[[ Data shown open ]]

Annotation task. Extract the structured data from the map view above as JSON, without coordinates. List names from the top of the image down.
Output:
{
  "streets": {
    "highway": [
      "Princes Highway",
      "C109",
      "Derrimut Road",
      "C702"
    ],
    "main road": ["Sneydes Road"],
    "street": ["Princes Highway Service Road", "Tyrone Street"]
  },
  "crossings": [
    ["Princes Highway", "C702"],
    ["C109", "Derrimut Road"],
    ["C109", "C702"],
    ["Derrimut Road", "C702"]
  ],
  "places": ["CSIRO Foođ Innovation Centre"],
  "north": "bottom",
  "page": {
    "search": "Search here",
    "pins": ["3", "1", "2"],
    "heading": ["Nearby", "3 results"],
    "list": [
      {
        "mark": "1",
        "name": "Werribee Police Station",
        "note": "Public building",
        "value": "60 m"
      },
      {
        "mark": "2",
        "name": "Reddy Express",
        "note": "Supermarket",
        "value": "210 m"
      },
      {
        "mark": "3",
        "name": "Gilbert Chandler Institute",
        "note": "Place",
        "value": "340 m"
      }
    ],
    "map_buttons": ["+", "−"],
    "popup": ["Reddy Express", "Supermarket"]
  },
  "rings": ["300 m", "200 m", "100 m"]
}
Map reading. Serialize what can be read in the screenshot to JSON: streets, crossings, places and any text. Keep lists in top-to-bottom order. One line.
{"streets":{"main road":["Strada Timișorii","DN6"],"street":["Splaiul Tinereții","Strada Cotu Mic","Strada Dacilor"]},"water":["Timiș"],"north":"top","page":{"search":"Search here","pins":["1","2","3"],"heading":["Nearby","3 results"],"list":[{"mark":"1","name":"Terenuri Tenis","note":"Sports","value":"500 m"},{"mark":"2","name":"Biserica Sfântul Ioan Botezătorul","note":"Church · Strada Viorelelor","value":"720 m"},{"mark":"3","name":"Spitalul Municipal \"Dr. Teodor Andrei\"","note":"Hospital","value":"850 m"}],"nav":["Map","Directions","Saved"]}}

[[ Data shown closed ]]

## [Exercise requirements]
Repeat each line of the data exactly as it appears above.

## [Answer space]
Annotation task. Extract the structured data from the map view above as JSON, without coordinates. List names from the top of the image down.
Output:
{
  "streets": {
    "highway": [
      "Princes Highway",
      "C109",
      "Derrimut Road",
      "C702"
    ],
    "main road": ["Sneydes Road"],
    "street": ["Princes Highway Service Road", "Tyrone Street"]
  },
  "crossings": [
    ["Princes Highway", "C702"],
    ["C109", "Derrimut Road"],
    ["C109", "C702"],
    ["Derrimut Road", "C702"]
  ],
  "places": ["CSIRO Foođ Innovation Centre"],
  "north": "bottom",
  "page": {
    "search": "Search here",
    "pins": ["3", "1", "2"],
    "heading": ["Nearby", "3 results"],
    "list": [
      {
        "mark": "1",
        "name": "Werribee Police Station",
        "note": "Public building",
        "value": "60 m"
      },
      {
        "mark": "2",
        "name": "Reddy Express",
        "note": "Supermarket",
        "value": "210 m"
      },
      {
        "mark": "3",
        "name": "Gilbert Chandler Institute",
        "note": "Place",
        "value": "340 m"
      }
    ],
    "map_buttons": ["+", "−"],
    "popup": ["Reddy Express", "Supermarket"]
  },
  "rings": ["300 m", "200 m", "100 m"]
}
Map reading. Serialize what can be read in the screenshot to JSON: streets, crossings, places and any text. Keep lists in top-to-bottom order. One line.
{"streets":{"main road":["Strada Timișorii","DN6"],"street":["Splaiul Tinereții","Strada Cotu Mic","Strada Dacilor"]},"water":["Timiș"],"north":"top","page":{"search":"Search here","pins":["1","2","3"],"heading":["Nearby","3 results"],"list":[{"mark":"1","name":"Terenuri Tenis","note":"Sports","value":"500 m"},{"mark":"2","name":"Biserica Sfântul Ioan Botezătorul","note":"Church · Strada Viorelelor","value":"720 m"},{"mark":"3","name":"Spitalul Municipal \"Dr. Teodor Andrei\"","note":"Hospital","value":"850 m"}],"nav":["Map","Directions","Saved"]}}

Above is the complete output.